Troubleshoot SIP applications
Overview
SIP container troubleshooting basics
- The average CPU usage of the system should go no higher than 60%-70%.
- The container should use no more than 70% of the allocated VM heap size. Be sure that the system has enough physical memory to accommodate the VM heap size. Call loads and session timeouts will have a big affect on heap usage.
- The maximum garbage collection (GC) time of the VM on which the container is running should not exceed 500 ms and the average should be less than 400 ms. Verbose GC can be used to measure this and the PMI viewer can be used to view GC times, heap usage, active sessions, etc., in graphical form.
Initial troubleshooting checklist:
Procedure
- Check the listening ports in the configuration.
- Use netstat –an to see listening ports.
- Check to see if virtual hosts are defined
- Is an application installed? Is it started?
- For a proxy configuration: Is a default cluster configured? If proxy and server are on the machine, is there a port conflict?
Results
SIP container symptoms and solutions If the problem is not resolved, check for specific symptoms.
- Symptom: Lots of retransmissions, CPU periodically drops to zero.

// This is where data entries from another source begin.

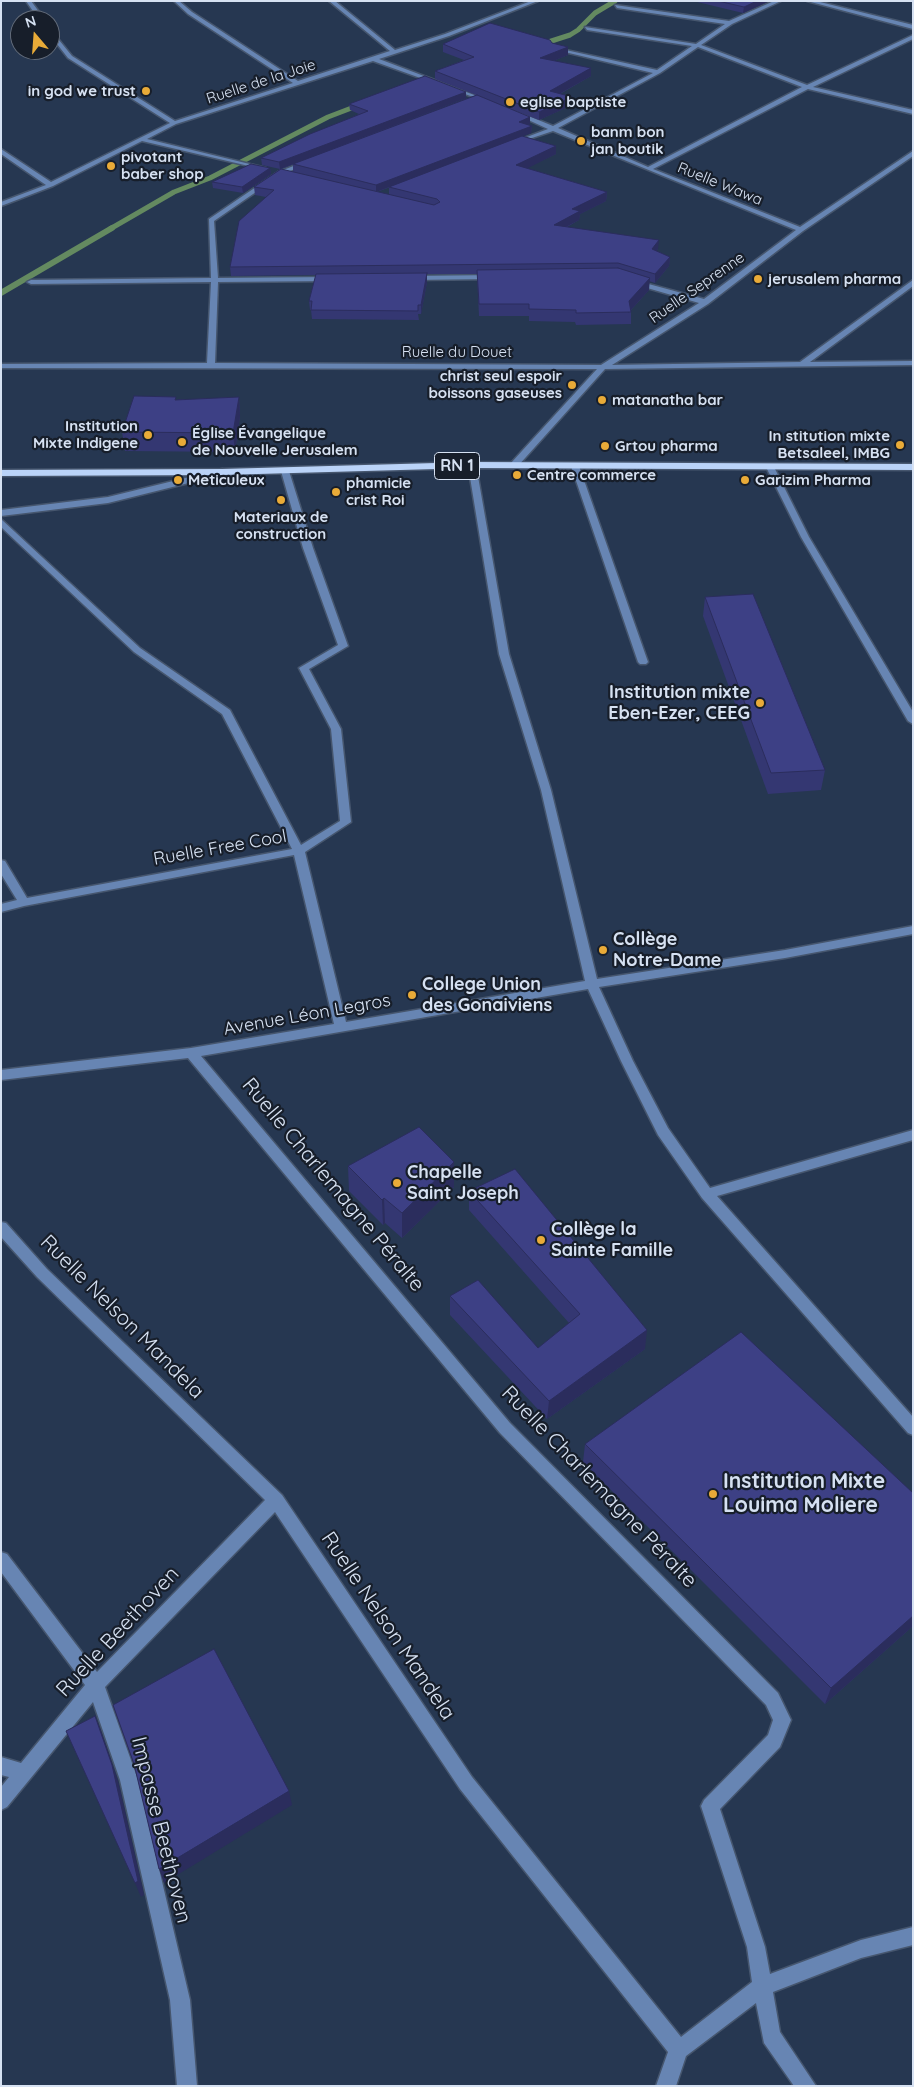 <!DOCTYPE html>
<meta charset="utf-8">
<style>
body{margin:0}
#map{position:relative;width:914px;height:2087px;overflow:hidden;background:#263751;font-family:Quicksand,sans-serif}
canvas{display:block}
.frame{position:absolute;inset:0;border:2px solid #d6e1f2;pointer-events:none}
.north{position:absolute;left:10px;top:10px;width:50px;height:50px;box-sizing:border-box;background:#171e2a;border:1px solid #636c7a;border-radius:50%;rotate:342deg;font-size:14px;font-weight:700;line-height:20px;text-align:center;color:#d6e1f2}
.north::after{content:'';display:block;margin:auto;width:18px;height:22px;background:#e9ab38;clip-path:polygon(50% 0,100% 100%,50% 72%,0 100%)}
</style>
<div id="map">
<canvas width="914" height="2087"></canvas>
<div class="frame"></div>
<div class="north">N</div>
</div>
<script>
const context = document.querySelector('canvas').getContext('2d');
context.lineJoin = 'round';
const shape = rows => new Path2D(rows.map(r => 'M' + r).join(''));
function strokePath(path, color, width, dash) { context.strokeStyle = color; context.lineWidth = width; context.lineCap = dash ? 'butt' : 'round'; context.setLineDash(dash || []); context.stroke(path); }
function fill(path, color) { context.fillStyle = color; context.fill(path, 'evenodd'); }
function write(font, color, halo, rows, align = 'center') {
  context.font = font + ' Quicksand,sans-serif'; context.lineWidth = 4.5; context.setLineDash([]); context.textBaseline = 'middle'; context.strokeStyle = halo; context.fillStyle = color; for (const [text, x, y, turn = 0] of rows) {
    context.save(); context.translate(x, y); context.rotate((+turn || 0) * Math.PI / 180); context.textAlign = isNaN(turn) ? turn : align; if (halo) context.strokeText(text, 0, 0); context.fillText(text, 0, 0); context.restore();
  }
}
strokePath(shape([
 [539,45,570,35,578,30,595,13,615,1],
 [110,229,174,192,210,178,328,117,362,104]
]), '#648a60', 5);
strokePath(shape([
 [1,293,112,228]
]), '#648a60', 6);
const minor = shape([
 [26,1,31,1,45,20,39,20,26,1],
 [174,1,179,1,192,12,298,81,390,51,329,1,335,1,395,50,445,34,531,1,538,1,449,36,379,59,490,101,490,103,373,61,176,124,147,139,266,168,266,170,142,141,53,186,1,206,1,202,46,185,1,154,1,149,51,182,170,123,68,58,50,35,50,29,72,56,175,121,293,83,188,14,174,1],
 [774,1,781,1,732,24,701,45,807,85,913,35,913,39,813,87,913,110,913,114,808,89,653,169,800,227,913,151,913,156,803,231,708,304,612,365,800,362,913,280,913,286,810,362,913,361,913,365,605,369,517,467,514,468,510,465,511,463,597,369,1,368,1,364,207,363,211,282,31,284,27,282,31,280,211,278,209,219,278,172,309,160,312,162,311,163,282,174,214,221,218,278,331,277,335,279,331,281,218,282,215,363,601,365,699,303,630,283,630,279,704,299,796,230,553,131,511,145,511,143,548,129,511,112,516,111,553,126,653,73,552,49,552,47,657,70,692,46,587,30,585,27,696,44,725,24,617,8,615,5,729,21,774,1],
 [698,47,802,87,648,167,558,128,660,73,698,47],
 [807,1,816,1,913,25,913,29,807,1],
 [496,275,497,277,493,279,411,280,407,278,411,276,496,275],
 [472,462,476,465,509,654,551,790,597,979,785,950,913,926,913,934,785,958,599,987,633,1061,668,1128,710,1188,913,1130,913,1140,717,1196,913,1417,913,1435,908,1433,702,1198,658,1135,621,1061,588,989,201,1056,510,1423,778,1693,791,1720,780,1747,720,1809,765,1947,770,1974,861,1940,913,1927,913,1945,861,1958,773,1992,780,2032,816,2086,794,2086,764,2043,756,2003,686,2056,676,2086,656,2086,668,2052,460,1789,275,1512,105,1687,138,1780,190,2000,197,2086,177,2086,170,2000,120,1780,93,1702,7,1807,1,1810,1,1787,9,1777,1,1775,1,1757,21,1763,85,1685,1,1572,1,1552,7,1554,97,1672,265,1500,37,1277,1,1237,1,1222,6,1223,47,1269,282,1495,472,1777,681,2037,752,1982,747,1947,701,1806,704,1800,768,1735,773,1720,766,1705,500,1433,188,1058,1,1080,1,1070,191,1048,334,1024,294,855,24,906,1,912,1,904,17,900,1,874,1,860,5,861,27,898,292,849,222,714,134,652,1,527,1,519,140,648,230,710,301,845,340,821,331,729,299,668,338,645,303,548,281,471,285,468,289,471,313,548,348,646,309,669,341,729,351,822,305,852,346,1022,585,981,541,790,499,654,468,465,472,462],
 [572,464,579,466,648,662,646,664,640,664,638,662,571,466,572,464],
 [767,465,774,467,809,537,913,712,913,724,908,721,801,537,766,467,767,465],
 [222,469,225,470,225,474,108,503,1,516,1,510,108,497,222,469]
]);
const major = shape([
 [472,462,913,464,913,470,472,468,222,475,1,476,1,470,222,469,472,462]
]);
strokePath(minor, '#46566e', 3);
strokePath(major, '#46566e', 3);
fill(minor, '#6785b3');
fill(major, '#bad3f8');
fill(shape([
 [693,1,769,1,743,13],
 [552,43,568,47,568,55,553,61,591,76,560,94,572,97,572,105,539,120,503,106,530,117,530,124,528,125,532,126,531,133,522,136,556,146,556,154,526,168,607,192,606,201,580,214,579,220,567,227,658,249,656,251,670,257,669,266,655,283,649,281,649,290,631,310,631,324,576,325,575,322,529,321,529,316,479,316,477,274,427,274,427,282,421,314,418,314,419,320,312,319,311,310,310,310,309,301,316,275,231,276,230,267,266,197,255,195,254,187,280,169,262,165,261,158,359,114,350,110,349,104,466,98,281,169,293,172,293,164,476,95,435,79,435,71,464,60,443,52,443,44],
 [445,166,389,187,389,195,377,192],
 [270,168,271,174,243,193,213,188,212,182],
 [176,397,176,400,239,397,240,416,235,452,125,451,122,432],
 [705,597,825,770,821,790,768,794,703,616],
 [348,1166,454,1187,402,1238,385,1223,383,1225,349,1191],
 [469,1191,645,1349,547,1419,450,1315,450,1296,538,1348,569,1323,469,1210],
 [585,1444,913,1493,913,1626,825,1704,583,1462]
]), '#343772');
fill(shape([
 [757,1,769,1,743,13,744,7],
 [568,47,568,55,540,66,540,58],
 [591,68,591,76,550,99,550,91],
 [466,92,466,98,280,169,279,162],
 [572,97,572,105,539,120,539,112],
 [530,117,530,124,518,129,519,122],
 [532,126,531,133,376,192,376,185],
 [556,146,556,154,516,174,516,165],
 [270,168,271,174,243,193,242,187],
 [607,192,606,201,580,214,579,220,554,233,554,225,572,209],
 [659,240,658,249,651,258,652,249],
 [670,257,669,266,655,283,655,274],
 [427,273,427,282,421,314,421,305],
 [650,278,649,290,628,313,629,301],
 [239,397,240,416,235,452,233,433],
 [454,1162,454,1187,402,1238,402,1213],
 [384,1198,385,1223,383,1225,382,1200],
 [647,1330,645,1349,547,1419,549,1401],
 [913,1616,913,1626,825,1704,831,1688],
 [95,1716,101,1731,118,1781,144,1895,141,1897,135,1883],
 [289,1791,292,1805,164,1883,159,1869]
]), '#2b2d5d');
const building = shape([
 [718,1,757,1,744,7,718,1],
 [490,23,550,40,552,43,568,47,540,58,591,68,550,91,572,97,539,112,435,71,474,57,443,44,490,23],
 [425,76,466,92,279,162,261,158,310,134,368,111,349,104,425,76],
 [477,95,530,117,519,122,532,126,376,185,293,164,477,95],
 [522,136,556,146,516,165,607,192,572,209,580,211,554,225,659,240,652,249,670,257,655,274,618,263,230,267,239,221,274,190,254,187,281,169,434,205,440,202,437,199,389,187,522,136],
 [251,164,270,168,242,187,212,182,251,164],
 [618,268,650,278,629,301,631,312,576,313,576,310,529,309,529,304,479,304,477,270,618,268],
 [427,273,421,305,418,305,418,311,311,310,312,301,309,301,316,274,427,273],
 [134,396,176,397,175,400,239,397,233,433,122,432,134,396],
 [753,594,825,770,771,773,705,597,753,594],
 [419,1127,454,1162,402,1213,384,1198,382,1200,348,1166,419,1127],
 [515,1169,647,1330,549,1401,450,1296,478,1280,538,1348,580,1314,469,1191,515,1169],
 [741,1332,913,1493,913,1616,831,1688,585,1444,741,1332],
 [214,1649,289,1791,159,1869,134,1764,113,1705,214,1649],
 [95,1716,112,1765,138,1881,135,1883,66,1731,95,1716]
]);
fill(building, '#3d4085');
strokePath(building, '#2b2d5d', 1);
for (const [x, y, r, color] of [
 [146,91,5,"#e9ab38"],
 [510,102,5,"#e9ab38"],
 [581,141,5,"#e9ab38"],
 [111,166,5,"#e9ab38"],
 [758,279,5,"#e9ab38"],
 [572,385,5,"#e9ab38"],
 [602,400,5,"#e9ab38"],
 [148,435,5,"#e9ab38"],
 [182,442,5,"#e9ab38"],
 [900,445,5,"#e9ab38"],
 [605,446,5,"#e9ab38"],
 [517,475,5,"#e9ab38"],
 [178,480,5,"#e9ab38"],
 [745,480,5,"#e9ab38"],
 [336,492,5,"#e9ab38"],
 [281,500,5,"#e9ab38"],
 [760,703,5,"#e9ab38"],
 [603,950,5,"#e9ab38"],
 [412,995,5,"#e9ab38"],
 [397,1183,5,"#e9ab38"],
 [541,1240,5,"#e9ab38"],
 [713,1494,5,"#e9ab38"]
]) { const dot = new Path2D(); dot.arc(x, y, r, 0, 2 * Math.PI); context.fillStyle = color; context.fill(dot); strokePath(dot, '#171e2a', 2); }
write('15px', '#d6e1f2', '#171e2a', [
 ["Ruelle de la Joie",261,82,-18],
 ["Ruelle Wawa",720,184,22],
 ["Ruelle Seprenne",697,288,-35],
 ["Ruelle du Douet",457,352]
]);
write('bold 15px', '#d6e1f2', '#171e2a', [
 ["in god we trust",136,91,"right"],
 ["eglise baptiste",520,102],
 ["banm bon",591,132],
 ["jan boutik",591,149],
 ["pivotant",121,157],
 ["baber shop",121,174],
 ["jerusalem pharma",768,279],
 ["christ seul espoir",562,376,"right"],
 ["boissons gaseuses",562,393,"right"],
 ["matanatha bar",612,400],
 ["Institution",138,426,"right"],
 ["Mixte Indigene",138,443,"right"],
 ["Église Évangelique",192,433],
 ["de Nouvelle Jerusalem",192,450],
 ["In stitution mixte",890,436,"right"],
 ["Betsaleel, IMBG",890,453,"right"],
 ["Grtou pharma",615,446],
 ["Centre commerce",527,475],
 ["Meticuleux",188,480],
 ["Garizim Pharma",755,480],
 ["phamicie",346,483],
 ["crist Roi",346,500],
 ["Materiaux de",281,517,"center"],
 ["construction",281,534,"center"]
], 'left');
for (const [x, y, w] of [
 [457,466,45]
]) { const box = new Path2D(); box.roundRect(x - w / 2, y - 13.5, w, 27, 4); context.fillStyle = '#171e2a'; context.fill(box); strokePath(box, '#d6e1f2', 1); }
write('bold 16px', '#d6e1f2', null, [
 ["RN 1",457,466]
]);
write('bold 18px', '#d6e1f2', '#171e2a', [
 ["Institution mixte",750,693,"right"],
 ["Eben-Ezer, CEEG",750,714,"right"],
 ["Collège",613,940],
 ["Notre-Dame",613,961],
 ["College Union",422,985],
 ["des Gonaiviens",422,1006],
 ["Chapelle",407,1173],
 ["Saint Joseph",407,1194],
 ["Collège la",551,1230],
 ["Sainte Famille",551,1251]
], 'left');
write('18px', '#d6e1f2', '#171e2a', [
 ["Ruelle Free Cool",220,848,-10],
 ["Avenue Léon Legros",307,1015,-10]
]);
write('21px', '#d6e1f2', '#171e2a', [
 ["Ruelle Charlemagne Péralte",333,1185,50],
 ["Ruelle Nelson Mandela",122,1317,45],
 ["Ruelle Charlemagne Péralte",599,1487,46],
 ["Ruelle Nelson Mandela",388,1626,56],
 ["Ruelle Beethoven",118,1632,-47],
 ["Impasse Beethoven",161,1830,76]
]);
write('bold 21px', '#d6e1f2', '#171e2a', [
 ["Institution Mixte",723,1482],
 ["Louima Moliere",723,1506]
], 'left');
</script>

Solution: This is typically a DNS issue caused by Reverse DNS lookups and can be confirmed using a tool like Ethereal. If you do a network capture and send lots of DNS queries that contain an IP address and get back a host name in the response, this could be the problem. Verify nscd is running if you are on HP or other platforms that require name service caching. (Windows does not require this.) Another solution is to add host names to the \etc\host file.
- Symptom: Lots of retransmissions, CPU periodically spikes to 100%.
Solution: This is typically due to garbage collection and can be verified by turning on verbose GC (accessible on the admin console) and looking at the length of the GC cycles. The solution here is to enable Generational Garbage Collection by setting the JVM optional args to -Xgcpolicy:gencon.
- Symptom: Lots of retransmissions, CPU spikes to 100% for long periods of time and Generational Garbage Collection is enabled.Solution: This is typically due to SIP session objects either not being invalidated or not timing out over a long period of time. One solution is to set the session timeout value in the sip.xml of the application to a smaller value. The most efficient way to handle this is for the application to call invalidate on the session when the dialog completes (i.e. after receiving a BYE). The following entry in the SystemOut.log file will indicate the session timeout value is for each application installed on the container:
SipXMLParser 3 SipXMLParser getAppSessionTTL Setting Expiration time: 7 Minutes, For App: TCK back-to-back user agent”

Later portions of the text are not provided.